● EXERCISE GOAL
Would you work out how many of the lines below hold "header" and reply with nothing but the number?

======== DATA SUPPLIED

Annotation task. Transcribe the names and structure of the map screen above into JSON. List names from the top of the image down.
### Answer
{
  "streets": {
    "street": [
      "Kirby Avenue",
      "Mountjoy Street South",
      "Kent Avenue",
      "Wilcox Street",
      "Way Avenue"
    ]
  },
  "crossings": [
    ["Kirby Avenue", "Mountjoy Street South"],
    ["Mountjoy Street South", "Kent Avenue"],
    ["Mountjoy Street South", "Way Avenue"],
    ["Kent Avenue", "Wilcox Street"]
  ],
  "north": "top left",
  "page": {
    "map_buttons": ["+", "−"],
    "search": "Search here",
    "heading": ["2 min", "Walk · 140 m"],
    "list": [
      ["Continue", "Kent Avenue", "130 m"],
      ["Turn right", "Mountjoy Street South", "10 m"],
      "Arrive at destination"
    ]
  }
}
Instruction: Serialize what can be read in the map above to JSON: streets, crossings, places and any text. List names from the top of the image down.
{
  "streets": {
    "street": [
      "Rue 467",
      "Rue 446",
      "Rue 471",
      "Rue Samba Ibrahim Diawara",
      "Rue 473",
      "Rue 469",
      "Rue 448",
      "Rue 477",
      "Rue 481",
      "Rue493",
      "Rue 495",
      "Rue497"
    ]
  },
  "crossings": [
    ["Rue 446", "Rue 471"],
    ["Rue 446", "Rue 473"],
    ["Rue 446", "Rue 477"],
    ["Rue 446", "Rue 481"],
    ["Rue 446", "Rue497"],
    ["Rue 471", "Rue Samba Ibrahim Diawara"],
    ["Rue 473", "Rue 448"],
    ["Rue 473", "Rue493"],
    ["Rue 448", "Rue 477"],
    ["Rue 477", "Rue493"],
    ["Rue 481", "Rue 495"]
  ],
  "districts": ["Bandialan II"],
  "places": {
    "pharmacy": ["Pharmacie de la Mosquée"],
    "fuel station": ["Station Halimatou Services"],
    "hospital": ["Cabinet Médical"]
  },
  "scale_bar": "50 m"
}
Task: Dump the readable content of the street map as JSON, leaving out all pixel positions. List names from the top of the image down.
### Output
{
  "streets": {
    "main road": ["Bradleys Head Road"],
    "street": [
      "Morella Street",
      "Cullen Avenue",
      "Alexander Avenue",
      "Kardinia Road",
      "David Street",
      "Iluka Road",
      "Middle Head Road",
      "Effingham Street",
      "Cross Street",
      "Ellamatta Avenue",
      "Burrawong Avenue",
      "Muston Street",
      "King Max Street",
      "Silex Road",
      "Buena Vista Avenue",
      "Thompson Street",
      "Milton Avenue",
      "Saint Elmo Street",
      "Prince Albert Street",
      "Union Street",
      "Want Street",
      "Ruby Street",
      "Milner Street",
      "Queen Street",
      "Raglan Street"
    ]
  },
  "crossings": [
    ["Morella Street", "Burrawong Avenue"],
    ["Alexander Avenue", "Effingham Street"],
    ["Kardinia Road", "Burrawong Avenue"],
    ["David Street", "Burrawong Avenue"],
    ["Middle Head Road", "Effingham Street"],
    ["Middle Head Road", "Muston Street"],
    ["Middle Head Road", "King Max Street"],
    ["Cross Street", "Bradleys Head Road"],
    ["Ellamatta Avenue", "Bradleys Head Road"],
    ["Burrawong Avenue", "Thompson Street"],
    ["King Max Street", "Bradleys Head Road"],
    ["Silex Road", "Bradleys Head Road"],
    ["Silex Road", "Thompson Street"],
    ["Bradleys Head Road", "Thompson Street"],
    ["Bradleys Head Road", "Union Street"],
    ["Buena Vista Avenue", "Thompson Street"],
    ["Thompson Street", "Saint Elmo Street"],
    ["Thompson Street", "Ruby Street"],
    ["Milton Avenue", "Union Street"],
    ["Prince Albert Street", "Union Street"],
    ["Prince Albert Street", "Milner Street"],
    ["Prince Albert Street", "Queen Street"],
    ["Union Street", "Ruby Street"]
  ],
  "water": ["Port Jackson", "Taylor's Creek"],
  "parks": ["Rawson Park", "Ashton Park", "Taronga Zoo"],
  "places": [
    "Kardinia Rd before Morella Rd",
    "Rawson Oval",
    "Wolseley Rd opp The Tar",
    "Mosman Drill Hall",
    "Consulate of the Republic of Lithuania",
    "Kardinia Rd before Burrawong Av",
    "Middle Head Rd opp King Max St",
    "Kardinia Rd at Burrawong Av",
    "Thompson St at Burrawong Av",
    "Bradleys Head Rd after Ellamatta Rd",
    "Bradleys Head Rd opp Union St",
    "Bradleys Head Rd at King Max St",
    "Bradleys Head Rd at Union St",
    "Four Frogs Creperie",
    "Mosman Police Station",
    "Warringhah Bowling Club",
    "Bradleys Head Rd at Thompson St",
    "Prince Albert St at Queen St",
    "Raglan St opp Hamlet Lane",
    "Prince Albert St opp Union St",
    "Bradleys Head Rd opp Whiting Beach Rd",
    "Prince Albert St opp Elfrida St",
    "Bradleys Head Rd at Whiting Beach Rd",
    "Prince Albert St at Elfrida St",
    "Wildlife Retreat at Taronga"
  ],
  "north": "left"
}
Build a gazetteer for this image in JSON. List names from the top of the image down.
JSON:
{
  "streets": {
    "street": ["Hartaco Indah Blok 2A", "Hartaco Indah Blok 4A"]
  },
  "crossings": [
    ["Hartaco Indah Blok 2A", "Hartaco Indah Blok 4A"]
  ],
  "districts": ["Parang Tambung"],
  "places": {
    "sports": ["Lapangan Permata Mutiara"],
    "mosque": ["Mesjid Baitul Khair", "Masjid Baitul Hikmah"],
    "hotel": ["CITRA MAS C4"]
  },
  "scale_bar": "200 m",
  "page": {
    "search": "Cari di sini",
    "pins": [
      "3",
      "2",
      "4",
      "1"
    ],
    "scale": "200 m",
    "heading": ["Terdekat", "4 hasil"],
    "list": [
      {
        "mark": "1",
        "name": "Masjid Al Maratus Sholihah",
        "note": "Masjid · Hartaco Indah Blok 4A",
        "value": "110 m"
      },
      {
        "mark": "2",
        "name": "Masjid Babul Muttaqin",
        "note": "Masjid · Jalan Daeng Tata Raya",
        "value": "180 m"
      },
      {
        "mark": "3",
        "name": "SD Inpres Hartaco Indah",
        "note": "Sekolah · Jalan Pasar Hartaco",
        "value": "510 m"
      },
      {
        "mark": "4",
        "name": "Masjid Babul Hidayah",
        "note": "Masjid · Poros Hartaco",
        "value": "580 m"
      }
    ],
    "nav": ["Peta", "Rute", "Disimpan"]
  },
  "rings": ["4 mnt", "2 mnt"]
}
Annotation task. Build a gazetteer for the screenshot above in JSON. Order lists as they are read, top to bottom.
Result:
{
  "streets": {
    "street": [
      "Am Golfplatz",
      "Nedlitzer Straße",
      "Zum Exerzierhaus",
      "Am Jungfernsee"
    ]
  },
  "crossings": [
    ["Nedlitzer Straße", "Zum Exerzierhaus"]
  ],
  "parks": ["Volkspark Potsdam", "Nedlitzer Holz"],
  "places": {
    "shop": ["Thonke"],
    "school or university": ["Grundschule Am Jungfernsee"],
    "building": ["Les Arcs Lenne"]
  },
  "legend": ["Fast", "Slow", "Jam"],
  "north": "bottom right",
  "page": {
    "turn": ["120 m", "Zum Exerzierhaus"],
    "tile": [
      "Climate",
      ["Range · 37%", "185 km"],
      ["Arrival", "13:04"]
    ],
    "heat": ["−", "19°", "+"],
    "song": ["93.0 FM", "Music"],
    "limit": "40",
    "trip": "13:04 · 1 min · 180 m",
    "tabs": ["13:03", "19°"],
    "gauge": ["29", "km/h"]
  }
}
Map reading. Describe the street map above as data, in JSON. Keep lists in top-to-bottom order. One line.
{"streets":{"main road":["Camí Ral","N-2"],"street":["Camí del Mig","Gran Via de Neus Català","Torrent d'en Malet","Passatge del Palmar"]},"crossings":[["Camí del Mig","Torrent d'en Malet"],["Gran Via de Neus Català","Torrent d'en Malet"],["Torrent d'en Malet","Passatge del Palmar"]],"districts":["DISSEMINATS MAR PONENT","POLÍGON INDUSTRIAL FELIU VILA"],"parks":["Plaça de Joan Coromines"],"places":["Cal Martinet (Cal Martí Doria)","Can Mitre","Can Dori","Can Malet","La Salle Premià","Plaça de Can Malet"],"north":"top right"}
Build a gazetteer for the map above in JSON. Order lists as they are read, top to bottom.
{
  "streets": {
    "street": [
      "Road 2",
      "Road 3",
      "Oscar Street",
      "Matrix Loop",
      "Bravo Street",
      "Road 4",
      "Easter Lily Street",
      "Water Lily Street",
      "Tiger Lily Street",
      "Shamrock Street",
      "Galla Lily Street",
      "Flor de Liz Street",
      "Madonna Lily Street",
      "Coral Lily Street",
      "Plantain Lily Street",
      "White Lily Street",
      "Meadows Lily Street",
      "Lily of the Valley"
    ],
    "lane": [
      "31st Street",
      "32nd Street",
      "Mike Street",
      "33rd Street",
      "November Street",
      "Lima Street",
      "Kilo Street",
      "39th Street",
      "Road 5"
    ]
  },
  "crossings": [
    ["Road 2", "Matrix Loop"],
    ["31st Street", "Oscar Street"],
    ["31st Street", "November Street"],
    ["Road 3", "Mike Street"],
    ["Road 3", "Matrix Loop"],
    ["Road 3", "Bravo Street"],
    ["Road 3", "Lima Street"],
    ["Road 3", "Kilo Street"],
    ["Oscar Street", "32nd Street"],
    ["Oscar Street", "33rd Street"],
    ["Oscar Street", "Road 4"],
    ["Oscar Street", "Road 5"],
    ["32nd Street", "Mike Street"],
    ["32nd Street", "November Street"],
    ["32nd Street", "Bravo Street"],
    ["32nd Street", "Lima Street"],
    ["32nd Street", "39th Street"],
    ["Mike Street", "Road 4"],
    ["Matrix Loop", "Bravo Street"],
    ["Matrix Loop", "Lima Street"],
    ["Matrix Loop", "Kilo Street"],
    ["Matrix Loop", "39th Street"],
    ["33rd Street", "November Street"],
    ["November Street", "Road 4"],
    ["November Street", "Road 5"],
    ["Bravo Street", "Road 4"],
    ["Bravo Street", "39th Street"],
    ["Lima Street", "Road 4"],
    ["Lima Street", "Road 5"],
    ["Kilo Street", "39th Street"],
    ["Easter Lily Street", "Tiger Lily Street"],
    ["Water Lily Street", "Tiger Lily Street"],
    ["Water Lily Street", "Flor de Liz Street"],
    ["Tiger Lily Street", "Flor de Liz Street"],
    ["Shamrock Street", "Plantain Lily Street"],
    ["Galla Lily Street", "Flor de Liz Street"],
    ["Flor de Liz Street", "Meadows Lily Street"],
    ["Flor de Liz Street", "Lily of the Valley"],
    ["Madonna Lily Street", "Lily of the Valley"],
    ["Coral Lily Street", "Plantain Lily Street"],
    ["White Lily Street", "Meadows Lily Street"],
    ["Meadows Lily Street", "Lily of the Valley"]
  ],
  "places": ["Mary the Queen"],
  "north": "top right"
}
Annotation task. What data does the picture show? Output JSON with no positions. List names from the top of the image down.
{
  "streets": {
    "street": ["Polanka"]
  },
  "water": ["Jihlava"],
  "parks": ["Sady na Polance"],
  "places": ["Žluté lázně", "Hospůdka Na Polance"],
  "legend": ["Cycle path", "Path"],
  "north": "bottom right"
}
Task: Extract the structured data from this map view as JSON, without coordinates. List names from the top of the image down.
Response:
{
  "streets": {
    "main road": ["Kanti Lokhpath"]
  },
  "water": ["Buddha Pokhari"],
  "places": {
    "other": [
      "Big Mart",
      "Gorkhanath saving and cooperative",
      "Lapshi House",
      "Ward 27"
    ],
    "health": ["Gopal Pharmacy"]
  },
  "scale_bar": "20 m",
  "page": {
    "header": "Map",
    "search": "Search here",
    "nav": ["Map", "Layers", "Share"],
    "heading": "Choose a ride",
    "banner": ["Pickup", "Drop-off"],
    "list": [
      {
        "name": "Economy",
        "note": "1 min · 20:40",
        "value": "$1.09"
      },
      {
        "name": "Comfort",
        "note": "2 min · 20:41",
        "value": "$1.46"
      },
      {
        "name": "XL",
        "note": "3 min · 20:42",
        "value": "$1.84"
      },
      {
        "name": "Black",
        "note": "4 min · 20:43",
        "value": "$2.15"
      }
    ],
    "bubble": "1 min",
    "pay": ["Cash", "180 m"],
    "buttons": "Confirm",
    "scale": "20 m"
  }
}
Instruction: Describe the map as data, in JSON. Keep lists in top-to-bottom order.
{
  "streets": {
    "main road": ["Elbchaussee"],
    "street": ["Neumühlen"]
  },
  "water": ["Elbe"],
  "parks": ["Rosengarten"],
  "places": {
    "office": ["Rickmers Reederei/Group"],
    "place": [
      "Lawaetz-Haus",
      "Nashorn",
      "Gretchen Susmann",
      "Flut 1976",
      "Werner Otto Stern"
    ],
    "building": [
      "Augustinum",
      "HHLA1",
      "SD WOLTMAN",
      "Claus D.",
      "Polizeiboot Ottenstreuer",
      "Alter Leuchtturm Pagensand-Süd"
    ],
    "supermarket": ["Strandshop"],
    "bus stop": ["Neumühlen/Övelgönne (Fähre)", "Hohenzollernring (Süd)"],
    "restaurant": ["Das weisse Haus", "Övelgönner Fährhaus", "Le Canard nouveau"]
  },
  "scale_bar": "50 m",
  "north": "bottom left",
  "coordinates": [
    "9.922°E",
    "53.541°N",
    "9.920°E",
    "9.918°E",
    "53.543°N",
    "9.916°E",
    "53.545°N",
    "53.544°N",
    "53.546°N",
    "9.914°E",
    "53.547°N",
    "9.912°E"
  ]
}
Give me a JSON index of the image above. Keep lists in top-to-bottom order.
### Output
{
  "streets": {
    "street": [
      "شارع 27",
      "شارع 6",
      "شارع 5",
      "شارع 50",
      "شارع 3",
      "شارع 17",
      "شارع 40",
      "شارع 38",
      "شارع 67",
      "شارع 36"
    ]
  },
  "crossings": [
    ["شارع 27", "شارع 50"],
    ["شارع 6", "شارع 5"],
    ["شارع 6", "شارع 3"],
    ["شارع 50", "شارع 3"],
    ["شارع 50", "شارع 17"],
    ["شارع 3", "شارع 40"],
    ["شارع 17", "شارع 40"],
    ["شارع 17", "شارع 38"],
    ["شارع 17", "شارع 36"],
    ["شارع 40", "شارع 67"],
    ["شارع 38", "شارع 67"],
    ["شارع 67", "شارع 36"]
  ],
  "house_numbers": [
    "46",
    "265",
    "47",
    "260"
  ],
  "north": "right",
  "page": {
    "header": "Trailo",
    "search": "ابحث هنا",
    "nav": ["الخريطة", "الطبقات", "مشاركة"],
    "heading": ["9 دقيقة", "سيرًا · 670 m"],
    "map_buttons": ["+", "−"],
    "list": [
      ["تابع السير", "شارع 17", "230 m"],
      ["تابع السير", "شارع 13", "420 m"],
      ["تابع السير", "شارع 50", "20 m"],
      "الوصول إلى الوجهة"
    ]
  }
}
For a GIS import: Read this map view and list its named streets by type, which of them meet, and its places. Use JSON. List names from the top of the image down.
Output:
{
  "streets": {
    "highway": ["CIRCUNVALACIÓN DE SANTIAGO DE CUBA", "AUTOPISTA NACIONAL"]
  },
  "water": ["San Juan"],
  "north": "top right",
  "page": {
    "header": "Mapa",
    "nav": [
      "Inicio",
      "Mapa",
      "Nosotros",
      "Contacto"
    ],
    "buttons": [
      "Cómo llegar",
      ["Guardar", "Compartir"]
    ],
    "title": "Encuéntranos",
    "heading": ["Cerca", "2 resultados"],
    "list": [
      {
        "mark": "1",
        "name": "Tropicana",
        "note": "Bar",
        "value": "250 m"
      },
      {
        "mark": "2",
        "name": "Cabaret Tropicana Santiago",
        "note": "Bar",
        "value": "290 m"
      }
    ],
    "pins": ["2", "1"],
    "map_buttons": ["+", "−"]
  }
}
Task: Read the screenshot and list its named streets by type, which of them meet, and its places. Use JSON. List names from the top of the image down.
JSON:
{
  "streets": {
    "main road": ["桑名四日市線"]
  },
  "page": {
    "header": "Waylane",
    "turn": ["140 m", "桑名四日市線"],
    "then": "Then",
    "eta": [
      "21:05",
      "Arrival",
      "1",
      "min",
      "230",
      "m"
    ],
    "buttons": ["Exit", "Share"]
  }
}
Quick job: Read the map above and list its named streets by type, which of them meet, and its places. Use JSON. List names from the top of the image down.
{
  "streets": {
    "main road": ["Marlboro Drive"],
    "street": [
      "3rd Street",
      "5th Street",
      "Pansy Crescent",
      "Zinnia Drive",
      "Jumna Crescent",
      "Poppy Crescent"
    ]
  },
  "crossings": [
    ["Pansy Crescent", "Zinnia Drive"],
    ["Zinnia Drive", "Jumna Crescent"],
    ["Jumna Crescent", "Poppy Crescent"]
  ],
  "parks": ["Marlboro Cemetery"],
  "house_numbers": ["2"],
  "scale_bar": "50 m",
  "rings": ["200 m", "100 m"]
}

================

● RESULT OF THE EXERCISE
4